→ WHAT IS EXPECTED: Go through the records below and copy out every line that contains the word "small".

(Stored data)

>>>

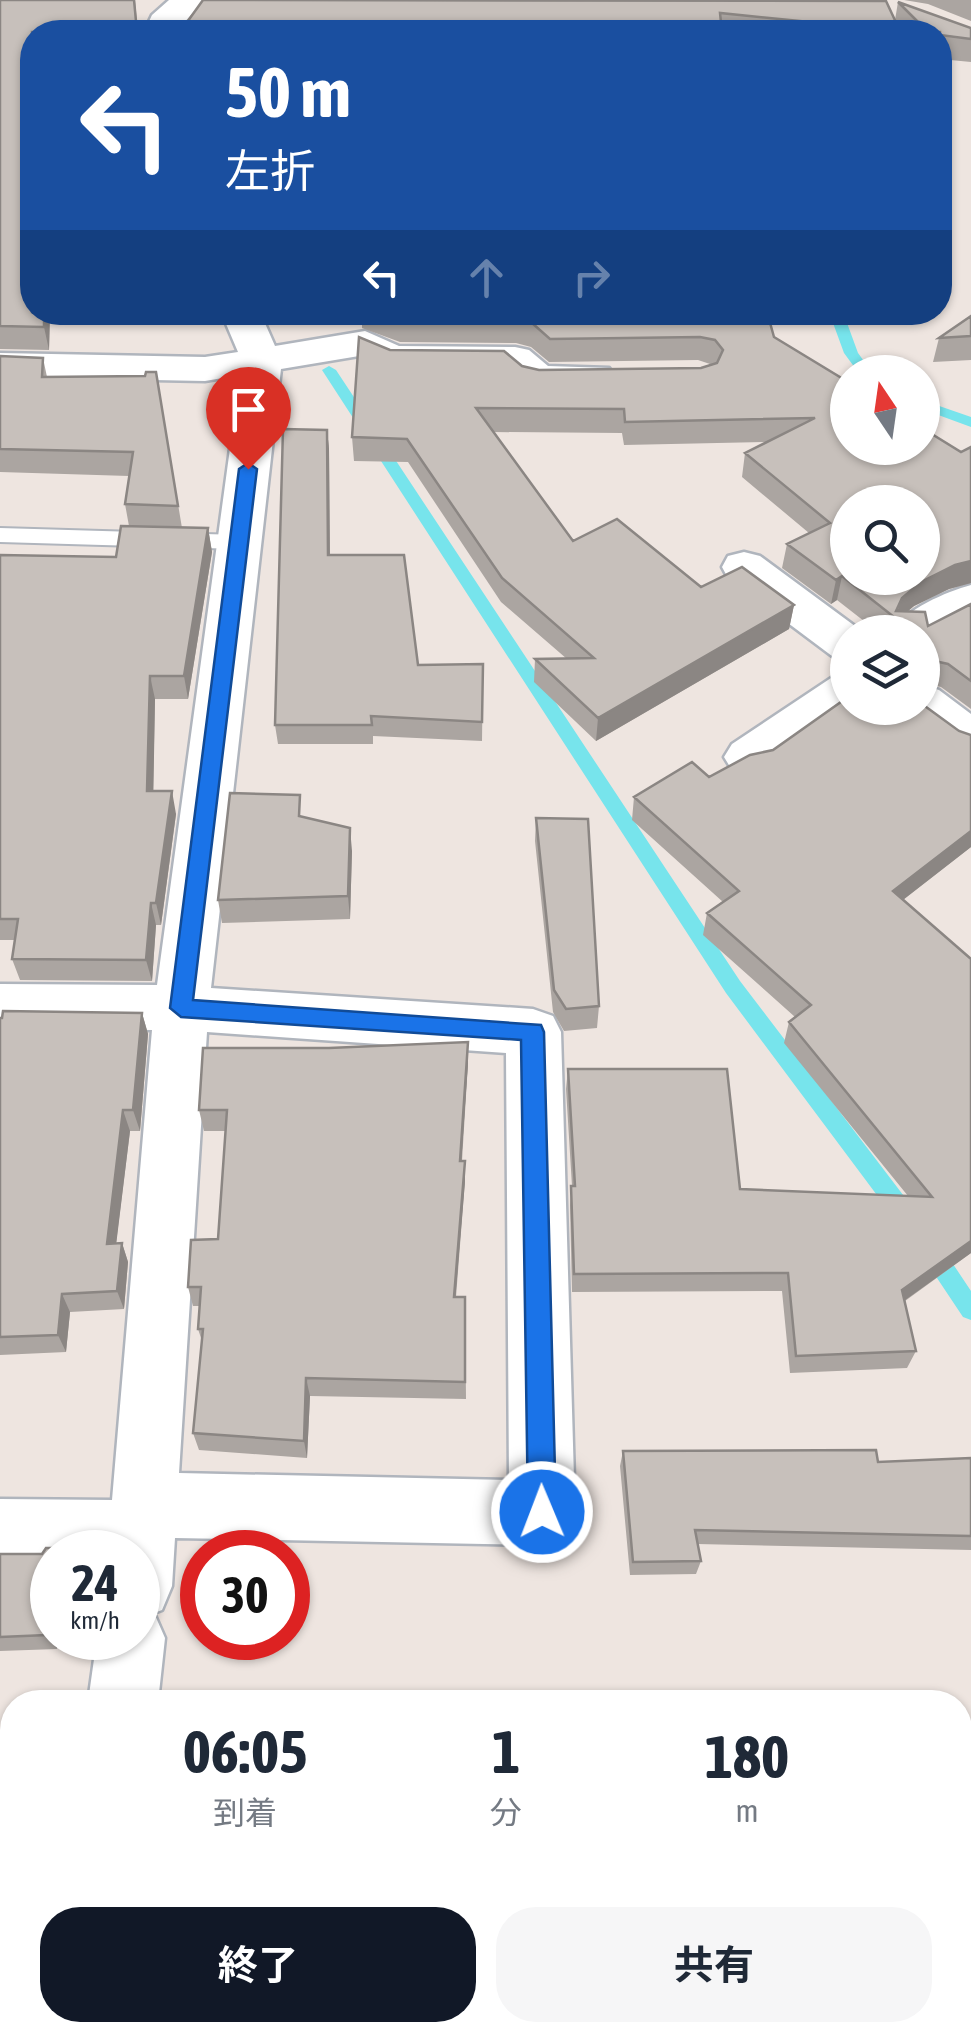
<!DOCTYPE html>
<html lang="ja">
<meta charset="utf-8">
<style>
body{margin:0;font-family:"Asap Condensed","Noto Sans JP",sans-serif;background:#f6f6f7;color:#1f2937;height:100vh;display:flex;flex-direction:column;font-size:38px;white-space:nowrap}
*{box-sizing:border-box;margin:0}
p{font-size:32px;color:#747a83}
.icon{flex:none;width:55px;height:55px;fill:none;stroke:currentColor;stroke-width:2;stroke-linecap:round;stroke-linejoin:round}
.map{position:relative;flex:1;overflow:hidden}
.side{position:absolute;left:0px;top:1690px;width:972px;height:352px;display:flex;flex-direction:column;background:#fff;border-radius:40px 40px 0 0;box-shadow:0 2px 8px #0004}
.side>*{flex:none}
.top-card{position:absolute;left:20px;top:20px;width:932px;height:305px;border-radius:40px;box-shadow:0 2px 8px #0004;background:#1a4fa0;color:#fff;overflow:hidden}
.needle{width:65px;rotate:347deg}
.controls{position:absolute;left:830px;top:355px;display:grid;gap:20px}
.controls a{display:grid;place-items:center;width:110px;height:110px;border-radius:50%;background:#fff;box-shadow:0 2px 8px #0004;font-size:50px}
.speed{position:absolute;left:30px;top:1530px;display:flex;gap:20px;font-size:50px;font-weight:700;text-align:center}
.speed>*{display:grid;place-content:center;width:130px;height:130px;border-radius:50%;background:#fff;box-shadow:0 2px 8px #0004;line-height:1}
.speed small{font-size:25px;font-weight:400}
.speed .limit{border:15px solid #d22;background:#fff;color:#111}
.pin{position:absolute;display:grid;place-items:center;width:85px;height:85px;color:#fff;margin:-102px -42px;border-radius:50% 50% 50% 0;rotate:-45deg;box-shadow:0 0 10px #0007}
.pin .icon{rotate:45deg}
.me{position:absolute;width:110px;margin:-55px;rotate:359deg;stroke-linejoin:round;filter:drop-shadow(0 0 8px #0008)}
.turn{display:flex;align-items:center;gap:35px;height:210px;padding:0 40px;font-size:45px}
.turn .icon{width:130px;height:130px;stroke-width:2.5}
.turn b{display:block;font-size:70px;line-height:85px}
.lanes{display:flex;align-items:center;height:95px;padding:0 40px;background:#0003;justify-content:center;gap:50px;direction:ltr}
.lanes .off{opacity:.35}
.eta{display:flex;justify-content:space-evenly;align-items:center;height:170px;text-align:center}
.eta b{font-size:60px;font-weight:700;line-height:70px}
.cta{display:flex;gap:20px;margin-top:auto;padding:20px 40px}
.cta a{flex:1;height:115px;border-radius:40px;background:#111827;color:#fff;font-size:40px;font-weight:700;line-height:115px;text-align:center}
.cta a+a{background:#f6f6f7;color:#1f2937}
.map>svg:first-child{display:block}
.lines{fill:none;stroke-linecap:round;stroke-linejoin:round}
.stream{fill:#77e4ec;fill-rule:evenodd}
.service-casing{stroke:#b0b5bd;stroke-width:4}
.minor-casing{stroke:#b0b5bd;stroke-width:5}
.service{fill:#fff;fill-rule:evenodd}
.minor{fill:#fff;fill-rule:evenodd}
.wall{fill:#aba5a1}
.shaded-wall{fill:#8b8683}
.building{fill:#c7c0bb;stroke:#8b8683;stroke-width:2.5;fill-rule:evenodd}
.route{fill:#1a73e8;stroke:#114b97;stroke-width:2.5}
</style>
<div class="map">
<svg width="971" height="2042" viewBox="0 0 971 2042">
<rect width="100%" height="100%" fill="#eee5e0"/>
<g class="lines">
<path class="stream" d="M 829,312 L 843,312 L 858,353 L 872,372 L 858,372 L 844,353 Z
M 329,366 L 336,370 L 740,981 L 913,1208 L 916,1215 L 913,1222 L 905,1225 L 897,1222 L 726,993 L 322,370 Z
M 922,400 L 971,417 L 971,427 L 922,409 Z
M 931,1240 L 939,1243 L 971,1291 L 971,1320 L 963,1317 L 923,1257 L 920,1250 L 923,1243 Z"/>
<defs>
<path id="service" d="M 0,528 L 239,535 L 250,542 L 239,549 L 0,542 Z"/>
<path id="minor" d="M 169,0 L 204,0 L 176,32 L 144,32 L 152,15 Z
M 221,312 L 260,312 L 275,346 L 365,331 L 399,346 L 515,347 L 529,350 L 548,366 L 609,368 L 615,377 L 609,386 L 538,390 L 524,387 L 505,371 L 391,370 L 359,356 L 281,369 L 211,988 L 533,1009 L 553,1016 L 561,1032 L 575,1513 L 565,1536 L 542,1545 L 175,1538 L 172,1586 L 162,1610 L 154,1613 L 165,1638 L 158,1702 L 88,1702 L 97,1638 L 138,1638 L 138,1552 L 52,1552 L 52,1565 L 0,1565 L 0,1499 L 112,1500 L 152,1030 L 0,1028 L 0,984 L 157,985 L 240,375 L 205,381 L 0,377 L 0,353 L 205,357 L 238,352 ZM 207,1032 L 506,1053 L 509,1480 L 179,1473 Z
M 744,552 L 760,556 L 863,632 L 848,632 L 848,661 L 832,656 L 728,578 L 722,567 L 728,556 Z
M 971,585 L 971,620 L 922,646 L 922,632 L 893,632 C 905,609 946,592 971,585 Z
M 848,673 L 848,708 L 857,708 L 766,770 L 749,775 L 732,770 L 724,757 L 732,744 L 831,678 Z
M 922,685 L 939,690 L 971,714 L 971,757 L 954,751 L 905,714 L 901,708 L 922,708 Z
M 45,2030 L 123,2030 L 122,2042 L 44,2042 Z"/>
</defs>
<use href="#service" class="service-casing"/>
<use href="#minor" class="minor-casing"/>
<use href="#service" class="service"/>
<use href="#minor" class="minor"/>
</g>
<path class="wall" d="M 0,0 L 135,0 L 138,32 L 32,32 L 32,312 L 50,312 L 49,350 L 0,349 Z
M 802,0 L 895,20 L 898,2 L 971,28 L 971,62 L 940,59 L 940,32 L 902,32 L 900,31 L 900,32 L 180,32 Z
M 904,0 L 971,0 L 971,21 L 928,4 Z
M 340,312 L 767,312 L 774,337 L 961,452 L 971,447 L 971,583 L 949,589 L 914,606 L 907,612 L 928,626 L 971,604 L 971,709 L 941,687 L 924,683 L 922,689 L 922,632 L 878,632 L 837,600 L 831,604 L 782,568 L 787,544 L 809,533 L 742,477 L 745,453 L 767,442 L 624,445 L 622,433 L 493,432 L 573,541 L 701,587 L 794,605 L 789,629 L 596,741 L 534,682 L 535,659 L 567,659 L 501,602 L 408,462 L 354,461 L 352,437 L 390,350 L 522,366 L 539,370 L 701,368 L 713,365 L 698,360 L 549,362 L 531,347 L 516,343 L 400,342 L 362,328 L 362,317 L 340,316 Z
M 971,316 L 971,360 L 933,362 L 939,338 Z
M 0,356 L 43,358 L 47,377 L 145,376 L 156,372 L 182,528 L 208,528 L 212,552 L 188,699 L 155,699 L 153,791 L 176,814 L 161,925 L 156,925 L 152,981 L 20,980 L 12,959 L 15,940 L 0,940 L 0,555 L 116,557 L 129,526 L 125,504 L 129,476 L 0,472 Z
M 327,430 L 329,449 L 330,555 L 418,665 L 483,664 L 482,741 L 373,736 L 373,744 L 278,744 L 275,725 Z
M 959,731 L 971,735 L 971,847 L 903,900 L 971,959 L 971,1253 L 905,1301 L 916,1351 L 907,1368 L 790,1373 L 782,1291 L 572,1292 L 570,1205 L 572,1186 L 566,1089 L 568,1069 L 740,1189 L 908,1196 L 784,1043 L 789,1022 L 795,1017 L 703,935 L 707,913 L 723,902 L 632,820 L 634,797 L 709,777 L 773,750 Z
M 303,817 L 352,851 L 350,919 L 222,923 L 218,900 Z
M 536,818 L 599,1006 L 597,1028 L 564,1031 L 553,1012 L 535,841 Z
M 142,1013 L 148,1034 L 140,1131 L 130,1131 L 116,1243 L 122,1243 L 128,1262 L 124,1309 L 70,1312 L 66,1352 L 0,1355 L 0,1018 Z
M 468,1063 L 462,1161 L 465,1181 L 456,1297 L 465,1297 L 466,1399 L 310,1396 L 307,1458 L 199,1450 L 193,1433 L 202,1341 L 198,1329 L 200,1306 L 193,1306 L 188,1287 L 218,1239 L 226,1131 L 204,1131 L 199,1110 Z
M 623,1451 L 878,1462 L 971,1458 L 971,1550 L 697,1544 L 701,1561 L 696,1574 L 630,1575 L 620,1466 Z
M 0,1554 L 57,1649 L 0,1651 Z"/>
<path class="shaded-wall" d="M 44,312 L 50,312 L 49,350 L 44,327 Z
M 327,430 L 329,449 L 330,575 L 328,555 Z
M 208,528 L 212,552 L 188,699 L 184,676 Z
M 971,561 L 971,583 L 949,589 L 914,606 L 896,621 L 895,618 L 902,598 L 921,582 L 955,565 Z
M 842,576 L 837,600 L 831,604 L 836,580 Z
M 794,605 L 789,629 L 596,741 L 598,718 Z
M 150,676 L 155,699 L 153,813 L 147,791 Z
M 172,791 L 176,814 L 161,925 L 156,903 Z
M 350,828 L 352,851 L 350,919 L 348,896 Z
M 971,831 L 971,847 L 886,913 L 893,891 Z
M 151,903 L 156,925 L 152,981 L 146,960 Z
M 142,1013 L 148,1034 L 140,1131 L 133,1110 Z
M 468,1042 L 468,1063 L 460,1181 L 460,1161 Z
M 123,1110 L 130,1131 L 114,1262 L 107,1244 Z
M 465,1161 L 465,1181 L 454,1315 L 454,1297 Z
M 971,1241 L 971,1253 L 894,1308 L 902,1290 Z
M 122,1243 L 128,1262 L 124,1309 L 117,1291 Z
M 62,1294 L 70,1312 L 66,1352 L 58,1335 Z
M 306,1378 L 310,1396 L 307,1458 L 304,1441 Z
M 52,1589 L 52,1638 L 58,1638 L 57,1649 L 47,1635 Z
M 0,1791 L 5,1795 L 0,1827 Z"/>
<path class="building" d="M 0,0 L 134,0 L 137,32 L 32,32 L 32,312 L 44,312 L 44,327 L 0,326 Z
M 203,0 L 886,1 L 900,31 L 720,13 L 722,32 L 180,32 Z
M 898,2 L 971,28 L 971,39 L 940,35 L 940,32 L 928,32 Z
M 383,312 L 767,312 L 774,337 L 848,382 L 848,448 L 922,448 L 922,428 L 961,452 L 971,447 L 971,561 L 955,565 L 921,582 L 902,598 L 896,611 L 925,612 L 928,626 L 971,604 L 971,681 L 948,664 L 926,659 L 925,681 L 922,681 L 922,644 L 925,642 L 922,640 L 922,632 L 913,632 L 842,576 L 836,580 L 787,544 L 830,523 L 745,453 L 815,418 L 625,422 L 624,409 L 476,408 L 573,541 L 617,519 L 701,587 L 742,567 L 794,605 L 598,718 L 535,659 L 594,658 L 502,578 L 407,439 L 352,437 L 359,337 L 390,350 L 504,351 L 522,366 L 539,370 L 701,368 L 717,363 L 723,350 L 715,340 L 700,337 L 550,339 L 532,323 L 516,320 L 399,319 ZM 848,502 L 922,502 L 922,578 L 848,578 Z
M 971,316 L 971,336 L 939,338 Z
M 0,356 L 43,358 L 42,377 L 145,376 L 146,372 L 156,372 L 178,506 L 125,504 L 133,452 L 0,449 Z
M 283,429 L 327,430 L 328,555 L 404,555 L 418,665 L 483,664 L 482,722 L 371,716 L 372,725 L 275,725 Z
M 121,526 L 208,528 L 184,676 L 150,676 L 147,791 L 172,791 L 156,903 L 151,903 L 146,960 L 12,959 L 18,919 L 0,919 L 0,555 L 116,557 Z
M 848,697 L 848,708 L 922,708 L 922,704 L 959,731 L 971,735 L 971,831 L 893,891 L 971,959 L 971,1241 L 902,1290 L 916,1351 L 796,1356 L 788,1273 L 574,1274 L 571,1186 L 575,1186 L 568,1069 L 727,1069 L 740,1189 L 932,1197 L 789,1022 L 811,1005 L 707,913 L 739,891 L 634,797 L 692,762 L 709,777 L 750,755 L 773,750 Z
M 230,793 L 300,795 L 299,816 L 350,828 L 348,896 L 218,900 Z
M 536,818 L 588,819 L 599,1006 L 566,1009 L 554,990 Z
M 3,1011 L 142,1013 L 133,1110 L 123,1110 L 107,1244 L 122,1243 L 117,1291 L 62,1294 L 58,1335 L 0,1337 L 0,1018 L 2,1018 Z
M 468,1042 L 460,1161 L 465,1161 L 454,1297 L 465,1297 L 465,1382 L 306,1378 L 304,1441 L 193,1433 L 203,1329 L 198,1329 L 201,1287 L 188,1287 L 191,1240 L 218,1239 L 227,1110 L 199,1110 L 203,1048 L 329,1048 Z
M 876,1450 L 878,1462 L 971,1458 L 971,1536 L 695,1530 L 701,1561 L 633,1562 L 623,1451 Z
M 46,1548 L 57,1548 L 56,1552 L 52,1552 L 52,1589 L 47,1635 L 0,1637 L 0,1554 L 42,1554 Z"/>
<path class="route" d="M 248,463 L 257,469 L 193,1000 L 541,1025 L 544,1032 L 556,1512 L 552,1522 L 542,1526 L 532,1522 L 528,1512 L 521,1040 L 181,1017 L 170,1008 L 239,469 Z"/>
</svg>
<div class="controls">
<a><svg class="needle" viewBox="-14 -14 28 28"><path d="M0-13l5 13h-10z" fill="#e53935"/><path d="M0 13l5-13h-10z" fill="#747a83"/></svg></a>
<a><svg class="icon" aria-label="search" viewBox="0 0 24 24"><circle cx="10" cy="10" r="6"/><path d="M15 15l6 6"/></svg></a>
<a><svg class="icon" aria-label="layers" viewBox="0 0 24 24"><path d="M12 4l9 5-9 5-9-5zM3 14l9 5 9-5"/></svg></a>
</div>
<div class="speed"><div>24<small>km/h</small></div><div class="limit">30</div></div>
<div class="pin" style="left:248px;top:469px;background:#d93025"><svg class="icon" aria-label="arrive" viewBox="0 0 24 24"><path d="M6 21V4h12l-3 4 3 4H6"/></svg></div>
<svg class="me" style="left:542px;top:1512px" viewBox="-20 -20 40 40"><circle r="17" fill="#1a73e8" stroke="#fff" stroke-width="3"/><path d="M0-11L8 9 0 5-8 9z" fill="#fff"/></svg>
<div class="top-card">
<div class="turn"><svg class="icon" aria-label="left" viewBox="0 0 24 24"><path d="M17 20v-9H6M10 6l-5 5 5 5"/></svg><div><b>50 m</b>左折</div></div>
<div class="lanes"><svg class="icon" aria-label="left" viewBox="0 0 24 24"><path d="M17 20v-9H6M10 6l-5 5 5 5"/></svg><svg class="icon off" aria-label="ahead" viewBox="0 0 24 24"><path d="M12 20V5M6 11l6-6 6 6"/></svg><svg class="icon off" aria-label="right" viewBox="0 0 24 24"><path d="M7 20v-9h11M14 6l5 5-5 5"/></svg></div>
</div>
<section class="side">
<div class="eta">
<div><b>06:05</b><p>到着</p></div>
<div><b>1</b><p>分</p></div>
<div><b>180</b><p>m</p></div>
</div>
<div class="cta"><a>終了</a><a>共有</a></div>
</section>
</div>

<<<

→ ANSWER BELOW:
.speed small{font-size:25px;font-weight:400}
<div class="speed"><div>24<small>km/h</small></div><div class="limit">30</div></div>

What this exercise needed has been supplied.